╭──

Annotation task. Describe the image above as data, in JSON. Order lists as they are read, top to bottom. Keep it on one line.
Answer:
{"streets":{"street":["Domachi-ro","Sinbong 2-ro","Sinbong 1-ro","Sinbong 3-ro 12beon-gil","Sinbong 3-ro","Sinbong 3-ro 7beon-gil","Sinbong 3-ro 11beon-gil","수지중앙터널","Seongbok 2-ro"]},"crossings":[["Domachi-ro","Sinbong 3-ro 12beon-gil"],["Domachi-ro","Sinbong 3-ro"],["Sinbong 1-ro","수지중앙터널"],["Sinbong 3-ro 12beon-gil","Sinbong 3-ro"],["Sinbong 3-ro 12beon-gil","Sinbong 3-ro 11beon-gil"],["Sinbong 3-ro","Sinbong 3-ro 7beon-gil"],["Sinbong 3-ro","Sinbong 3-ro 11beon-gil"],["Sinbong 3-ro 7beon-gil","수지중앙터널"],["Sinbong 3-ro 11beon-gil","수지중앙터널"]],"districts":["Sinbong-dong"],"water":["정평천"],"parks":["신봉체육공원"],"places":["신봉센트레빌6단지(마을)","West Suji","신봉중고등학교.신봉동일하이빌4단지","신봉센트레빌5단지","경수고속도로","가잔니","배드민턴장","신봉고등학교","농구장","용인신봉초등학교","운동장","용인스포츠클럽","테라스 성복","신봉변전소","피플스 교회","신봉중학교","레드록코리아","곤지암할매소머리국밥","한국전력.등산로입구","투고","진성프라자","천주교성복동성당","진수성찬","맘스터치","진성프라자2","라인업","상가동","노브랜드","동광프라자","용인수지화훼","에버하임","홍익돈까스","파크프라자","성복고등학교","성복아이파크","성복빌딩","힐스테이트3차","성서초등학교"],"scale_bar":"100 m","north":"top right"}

╰──
╭──

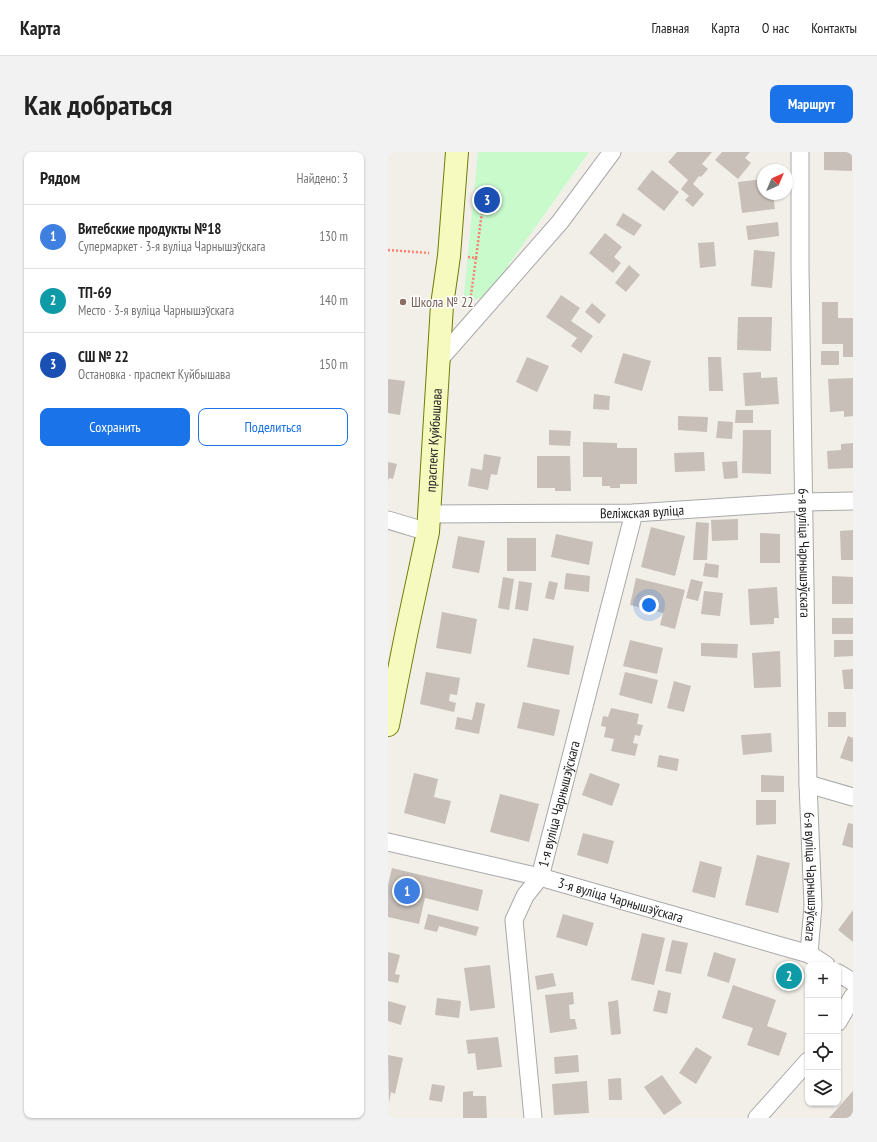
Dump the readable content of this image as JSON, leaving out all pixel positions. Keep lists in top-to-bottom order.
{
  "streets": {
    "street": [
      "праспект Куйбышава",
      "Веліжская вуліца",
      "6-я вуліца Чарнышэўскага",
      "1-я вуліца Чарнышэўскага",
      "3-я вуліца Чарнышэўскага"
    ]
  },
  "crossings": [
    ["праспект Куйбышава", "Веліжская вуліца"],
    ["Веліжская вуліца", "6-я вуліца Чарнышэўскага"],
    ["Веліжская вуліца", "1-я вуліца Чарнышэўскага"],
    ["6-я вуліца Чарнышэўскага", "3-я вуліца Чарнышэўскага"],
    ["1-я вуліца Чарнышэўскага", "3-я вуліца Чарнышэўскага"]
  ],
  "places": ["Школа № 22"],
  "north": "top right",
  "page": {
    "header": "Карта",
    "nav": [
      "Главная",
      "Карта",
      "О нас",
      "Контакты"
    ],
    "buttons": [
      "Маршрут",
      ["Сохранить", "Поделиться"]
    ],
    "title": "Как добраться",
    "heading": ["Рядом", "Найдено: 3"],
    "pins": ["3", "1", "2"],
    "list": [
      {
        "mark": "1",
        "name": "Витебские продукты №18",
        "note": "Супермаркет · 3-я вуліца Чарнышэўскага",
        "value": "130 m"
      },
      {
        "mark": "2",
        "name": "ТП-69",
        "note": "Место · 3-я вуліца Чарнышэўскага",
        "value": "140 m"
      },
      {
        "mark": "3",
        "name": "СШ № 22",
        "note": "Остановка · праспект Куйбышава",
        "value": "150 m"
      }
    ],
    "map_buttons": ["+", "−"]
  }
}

╰──

Every line above that holds the word "name" should be copied out.

        "name": "Витебские продукты №18",
        "name": "ТП-69",
        "name": "СШ № 22",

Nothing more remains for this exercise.